:: Task directions ::
Report each line from the listing that the string "Bolderweg" appears in.

★ ★ ★ ★ ★ ★ ★

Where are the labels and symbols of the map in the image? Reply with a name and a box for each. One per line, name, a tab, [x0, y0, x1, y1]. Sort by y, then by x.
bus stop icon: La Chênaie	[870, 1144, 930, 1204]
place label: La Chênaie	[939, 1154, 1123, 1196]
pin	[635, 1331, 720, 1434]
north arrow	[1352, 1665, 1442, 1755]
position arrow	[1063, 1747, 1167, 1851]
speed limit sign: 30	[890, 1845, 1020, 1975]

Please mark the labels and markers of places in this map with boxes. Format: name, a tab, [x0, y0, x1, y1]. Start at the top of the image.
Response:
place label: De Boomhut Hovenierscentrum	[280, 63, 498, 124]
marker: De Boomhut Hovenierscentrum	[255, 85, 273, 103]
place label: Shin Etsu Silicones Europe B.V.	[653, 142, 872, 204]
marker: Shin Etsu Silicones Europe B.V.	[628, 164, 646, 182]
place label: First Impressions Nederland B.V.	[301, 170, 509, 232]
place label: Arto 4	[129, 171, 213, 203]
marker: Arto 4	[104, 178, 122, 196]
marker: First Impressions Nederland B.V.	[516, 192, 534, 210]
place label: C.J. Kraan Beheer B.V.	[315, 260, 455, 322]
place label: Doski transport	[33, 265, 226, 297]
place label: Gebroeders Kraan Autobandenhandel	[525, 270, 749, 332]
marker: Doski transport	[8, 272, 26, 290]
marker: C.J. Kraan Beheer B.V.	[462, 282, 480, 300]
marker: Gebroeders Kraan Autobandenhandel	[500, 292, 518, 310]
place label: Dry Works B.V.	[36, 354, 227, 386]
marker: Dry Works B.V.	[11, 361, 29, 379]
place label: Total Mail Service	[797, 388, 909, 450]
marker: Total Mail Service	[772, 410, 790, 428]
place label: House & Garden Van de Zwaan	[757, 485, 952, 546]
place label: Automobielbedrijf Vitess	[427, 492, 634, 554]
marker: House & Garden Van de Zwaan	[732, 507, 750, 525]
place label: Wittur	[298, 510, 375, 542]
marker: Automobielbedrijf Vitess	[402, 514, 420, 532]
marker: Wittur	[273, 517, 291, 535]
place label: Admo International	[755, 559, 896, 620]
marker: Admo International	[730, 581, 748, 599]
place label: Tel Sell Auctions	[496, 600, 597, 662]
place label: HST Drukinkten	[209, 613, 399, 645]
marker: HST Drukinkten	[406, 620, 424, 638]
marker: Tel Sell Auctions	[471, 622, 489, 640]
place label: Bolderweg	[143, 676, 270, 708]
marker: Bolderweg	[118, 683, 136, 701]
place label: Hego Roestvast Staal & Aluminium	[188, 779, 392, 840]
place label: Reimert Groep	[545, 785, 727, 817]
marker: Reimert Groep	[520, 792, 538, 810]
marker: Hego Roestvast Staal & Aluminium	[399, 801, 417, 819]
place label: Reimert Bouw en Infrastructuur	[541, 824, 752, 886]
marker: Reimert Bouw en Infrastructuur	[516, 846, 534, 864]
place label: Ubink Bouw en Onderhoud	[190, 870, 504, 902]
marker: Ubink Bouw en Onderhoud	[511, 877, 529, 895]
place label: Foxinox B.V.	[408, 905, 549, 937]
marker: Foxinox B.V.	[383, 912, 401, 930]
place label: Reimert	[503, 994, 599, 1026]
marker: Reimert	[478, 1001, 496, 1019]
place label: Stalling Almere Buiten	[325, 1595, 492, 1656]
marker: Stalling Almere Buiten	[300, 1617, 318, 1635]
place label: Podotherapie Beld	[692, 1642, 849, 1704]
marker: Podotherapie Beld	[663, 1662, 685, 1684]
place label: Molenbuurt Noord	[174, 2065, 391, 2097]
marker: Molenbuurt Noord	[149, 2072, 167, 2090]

★ ★ ★ ★ ★ ★ ★

:: Answer section ::
place label: Bolderweg	[143, 676, 270, 708]
marker: Bolderweg	[118, 683, 136, 701]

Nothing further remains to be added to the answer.